▸ YOUR INSTRUCTIONS: Check each line of the entries below for the word "position" and state only how many lines have it.

▸ Dataset entries:
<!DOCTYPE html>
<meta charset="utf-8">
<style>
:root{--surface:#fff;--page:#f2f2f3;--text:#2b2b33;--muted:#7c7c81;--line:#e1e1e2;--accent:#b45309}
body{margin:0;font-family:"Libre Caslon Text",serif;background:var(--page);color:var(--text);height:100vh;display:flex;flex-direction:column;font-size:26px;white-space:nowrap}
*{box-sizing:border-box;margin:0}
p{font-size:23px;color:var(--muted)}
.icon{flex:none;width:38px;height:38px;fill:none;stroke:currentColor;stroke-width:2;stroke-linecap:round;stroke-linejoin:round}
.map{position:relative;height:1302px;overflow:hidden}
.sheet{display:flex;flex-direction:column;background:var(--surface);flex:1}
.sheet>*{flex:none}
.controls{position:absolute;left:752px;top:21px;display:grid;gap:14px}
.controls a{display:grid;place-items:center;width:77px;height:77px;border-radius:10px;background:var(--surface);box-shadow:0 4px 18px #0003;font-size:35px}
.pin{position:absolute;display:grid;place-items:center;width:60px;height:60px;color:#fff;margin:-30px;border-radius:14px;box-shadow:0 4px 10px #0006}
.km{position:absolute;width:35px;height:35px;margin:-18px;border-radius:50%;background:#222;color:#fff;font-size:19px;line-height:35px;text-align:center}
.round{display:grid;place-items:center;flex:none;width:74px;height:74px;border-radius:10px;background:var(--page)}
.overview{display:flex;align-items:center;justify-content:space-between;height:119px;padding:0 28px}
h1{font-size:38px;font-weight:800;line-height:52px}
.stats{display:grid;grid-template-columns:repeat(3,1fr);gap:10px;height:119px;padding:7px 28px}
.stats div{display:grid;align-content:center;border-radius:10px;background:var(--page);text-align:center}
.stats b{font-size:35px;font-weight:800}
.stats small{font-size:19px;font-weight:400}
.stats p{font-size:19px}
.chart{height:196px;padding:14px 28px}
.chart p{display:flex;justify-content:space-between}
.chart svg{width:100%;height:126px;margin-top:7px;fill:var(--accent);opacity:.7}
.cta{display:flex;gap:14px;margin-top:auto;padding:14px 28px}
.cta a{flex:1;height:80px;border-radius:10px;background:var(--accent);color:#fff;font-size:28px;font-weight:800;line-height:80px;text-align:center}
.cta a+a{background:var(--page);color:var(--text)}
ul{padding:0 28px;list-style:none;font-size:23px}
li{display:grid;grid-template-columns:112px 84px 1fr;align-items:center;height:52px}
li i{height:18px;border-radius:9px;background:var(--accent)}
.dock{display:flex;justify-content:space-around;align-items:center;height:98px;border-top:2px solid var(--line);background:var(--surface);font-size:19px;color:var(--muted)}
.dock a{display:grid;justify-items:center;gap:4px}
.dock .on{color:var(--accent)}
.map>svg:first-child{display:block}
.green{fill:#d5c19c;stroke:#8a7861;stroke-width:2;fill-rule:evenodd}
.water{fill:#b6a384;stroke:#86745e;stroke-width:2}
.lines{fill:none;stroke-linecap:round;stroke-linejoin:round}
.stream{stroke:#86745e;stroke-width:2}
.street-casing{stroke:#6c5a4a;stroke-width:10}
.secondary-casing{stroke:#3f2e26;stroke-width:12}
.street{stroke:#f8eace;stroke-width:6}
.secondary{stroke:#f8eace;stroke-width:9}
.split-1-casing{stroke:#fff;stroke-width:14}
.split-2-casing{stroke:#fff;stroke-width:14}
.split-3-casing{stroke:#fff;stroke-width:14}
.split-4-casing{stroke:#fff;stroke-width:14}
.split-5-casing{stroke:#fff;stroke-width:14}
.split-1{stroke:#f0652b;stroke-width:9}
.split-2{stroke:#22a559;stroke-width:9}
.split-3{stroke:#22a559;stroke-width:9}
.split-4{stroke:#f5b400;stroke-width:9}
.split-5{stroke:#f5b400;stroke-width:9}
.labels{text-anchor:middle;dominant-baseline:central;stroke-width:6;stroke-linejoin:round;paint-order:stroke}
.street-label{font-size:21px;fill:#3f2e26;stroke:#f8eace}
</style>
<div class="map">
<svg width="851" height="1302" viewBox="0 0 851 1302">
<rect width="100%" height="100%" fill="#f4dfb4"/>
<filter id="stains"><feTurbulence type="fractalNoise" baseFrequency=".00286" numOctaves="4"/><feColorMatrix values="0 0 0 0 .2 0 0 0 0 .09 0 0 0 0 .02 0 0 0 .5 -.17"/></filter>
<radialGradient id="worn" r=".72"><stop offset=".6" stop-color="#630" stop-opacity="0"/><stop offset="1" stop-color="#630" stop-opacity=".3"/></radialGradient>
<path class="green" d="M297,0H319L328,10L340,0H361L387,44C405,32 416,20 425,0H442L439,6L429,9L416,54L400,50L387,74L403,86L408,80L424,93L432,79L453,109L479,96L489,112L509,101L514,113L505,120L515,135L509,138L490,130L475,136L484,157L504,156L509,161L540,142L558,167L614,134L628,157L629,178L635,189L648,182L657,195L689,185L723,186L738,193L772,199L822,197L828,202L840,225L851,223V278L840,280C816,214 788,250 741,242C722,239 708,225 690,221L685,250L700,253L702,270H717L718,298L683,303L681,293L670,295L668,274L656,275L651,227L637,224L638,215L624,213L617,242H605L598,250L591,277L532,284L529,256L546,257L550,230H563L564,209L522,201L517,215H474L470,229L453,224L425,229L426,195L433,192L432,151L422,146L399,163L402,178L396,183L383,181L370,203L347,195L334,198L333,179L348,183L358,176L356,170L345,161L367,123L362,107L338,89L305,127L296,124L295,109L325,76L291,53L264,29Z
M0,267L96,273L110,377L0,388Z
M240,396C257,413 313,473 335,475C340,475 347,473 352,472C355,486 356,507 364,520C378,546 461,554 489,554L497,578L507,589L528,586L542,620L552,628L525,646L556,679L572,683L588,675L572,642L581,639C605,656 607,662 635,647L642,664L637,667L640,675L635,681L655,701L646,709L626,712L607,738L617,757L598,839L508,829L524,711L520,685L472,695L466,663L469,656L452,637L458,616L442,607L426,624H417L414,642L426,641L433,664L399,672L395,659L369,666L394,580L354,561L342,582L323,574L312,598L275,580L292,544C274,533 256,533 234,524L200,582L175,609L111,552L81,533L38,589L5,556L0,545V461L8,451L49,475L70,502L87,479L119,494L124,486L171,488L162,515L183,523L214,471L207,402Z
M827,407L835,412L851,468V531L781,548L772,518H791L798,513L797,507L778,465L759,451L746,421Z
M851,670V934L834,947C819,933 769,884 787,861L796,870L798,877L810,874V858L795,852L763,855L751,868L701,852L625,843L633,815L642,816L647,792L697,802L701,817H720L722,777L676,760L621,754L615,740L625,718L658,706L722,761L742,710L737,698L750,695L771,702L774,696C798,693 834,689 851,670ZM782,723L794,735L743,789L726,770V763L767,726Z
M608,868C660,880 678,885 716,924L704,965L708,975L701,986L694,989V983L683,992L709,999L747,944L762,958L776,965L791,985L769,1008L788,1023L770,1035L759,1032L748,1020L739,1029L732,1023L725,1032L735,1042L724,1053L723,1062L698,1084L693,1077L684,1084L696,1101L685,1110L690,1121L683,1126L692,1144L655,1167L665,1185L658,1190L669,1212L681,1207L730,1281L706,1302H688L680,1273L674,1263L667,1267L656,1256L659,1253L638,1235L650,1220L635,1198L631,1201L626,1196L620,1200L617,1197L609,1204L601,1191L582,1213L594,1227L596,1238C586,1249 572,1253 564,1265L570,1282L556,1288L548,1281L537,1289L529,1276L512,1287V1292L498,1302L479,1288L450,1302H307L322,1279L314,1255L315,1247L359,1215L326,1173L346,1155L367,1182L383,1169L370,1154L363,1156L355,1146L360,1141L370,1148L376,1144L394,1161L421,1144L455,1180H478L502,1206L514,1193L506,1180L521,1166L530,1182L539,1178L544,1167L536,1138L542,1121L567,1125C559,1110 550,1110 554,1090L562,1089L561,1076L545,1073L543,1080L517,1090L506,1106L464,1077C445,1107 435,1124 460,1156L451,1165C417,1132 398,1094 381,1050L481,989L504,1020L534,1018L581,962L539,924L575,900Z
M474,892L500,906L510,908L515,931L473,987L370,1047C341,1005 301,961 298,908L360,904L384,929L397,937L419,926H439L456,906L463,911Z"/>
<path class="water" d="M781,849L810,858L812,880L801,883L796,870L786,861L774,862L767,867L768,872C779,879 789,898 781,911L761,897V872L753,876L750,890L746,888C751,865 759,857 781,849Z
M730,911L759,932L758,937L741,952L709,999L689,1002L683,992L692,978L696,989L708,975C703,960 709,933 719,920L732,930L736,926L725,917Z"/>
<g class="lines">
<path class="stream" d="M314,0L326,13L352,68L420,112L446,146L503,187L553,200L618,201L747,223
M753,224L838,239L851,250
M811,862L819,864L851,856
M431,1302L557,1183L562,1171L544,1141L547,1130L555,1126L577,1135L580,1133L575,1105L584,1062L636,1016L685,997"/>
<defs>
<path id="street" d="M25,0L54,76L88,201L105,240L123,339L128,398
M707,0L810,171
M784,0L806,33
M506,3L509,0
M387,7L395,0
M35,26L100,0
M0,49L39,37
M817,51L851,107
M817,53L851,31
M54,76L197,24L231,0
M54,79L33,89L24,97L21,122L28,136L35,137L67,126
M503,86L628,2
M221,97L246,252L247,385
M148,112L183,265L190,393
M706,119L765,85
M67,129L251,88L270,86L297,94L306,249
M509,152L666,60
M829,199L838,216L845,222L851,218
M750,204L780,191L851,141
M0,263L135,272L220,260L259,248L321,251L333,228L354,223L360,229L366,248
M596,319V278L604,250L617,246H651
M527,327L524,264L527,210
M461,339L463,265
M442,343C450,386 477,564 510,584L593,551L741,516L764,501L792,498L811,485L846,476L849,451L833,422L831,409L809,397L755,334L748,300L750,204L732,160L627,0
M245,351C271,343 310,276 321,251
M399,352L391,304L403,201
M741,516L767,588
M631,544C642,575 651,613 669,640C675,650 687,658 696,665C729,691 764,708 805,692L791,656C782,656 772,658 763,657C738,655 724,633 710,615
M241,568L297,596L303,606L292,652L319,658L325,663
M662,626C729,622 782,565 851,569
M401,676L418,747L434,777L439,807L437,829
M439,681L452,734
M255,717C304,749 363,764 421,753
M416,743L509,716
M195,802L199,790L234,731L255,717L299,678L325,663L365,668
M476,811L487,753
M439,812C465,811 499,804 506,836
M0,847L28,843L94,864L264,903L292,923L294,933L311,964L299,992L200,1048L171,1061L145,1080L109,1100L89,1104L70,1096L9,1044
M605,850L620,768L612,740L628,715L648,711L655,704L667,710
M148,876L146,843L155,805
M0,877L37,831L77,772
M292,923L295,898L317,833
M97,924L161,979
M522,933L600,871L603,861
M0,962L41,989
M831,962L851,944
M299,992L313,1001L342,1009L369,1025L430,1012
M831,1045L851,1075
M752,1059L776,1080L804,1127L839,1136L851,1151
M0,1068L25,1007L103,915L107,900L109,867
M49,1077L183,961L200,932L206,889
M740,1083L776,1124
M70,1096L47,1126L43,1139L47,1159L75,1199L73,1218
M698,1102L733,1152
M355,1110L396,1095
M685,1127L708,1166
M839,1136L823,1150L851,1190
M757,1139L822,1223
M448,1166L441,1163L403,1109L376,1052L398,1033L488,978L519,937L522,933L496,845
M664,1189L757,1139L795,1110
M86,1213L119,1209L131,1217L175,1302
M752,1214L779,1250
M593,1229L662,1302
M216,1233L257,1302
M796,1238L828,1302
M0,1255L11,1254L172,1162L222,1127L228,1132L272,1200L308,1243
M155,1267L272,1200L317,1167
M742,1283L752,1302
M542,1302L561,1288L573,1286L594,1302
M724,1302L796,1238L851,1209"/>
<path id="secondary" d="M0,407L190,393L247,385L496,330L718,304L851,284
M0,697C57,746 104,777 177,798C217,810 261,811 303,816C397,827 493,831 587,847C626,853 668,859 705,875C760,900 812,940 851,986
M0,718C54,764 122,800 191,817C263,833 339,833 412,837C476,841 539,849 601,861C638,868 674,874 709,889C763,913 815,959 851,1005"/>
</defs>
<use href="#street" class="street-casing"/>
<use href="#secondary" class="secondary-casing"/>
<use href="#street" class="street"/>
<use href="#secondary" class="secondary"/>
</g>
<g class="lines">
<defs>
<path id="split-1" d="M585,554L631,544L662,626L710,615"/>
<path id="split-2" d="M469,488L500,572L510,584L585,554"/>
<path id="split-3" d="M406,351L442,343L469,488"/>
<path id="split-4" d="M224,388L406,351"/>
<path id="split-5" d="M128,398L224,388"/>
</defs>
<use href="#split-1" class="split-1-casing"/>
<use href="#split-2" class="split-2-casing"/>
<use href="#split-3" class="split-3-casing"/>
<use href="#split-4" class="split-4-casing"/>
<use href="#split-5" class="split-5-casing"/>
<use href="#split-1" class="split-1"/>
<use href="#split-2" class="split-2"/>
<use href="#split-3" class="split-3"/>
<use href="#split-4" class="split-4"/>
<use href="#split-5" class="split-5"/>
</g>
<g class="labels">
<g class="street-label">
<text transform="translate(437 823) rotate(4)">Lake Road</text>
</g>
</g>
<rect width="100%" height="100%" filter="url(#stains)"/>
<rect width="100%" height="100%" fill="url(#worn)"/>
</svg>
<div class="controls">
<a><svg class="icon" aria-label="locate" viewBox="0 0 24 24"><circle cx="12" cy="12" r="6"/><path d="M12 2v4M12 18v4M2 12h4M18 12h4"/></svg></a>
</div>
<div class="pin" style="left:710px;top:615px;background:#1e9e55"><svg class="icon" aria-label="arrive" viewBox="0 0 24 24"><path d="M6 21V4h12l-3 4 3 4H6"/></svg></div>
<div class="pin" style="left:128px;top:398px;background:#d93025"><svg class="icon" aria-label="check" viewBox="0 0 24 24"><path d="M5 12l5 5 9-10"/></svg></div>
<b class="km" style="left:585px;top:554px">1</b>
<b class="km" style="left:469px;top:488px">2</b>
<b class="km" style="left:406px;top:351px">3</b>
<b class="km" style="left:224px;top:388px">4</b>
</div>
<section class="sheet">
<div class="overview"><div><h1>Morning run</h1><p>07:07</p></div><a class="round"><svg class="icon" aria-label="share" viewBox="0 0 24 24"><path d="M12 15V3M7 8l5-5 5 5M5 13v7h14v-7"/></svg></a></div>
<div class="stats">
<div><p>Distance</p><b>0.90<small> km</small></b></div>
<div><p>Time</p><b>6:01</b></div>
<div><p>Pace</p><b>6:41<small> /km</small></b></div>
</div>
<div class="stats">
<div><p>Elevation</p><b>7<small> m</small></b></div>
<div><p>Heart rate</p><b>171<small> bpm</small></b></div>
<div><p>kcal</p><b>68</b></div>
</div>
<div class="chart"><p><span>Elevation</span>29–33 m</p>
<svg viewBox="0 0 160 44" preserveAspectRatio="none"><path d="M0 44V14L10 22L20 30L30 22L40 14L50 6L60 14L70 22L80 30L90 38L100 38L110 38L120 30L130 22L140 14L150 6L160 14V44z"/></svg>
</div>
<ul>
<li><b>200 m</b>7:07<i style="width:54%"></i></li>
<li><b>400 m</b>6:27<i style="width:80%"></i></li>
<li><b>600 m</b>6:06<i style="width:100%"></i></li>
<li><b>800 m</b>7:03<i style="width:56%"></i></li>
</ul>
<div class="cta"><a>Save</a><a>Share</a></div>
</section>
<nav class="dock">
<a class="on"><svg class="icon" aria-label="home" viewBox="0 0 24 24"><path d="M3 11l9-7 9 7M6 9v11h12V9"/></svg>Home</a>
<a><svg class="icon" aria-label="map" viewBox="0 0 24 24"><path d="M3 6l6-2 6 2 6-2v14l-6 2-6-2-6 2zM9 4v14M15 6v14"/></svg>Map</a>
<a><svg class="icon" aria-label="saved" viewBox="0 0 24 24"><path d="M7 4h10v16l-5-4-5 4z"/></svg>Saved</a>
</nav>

▸ EXPECTED ANSWER: 4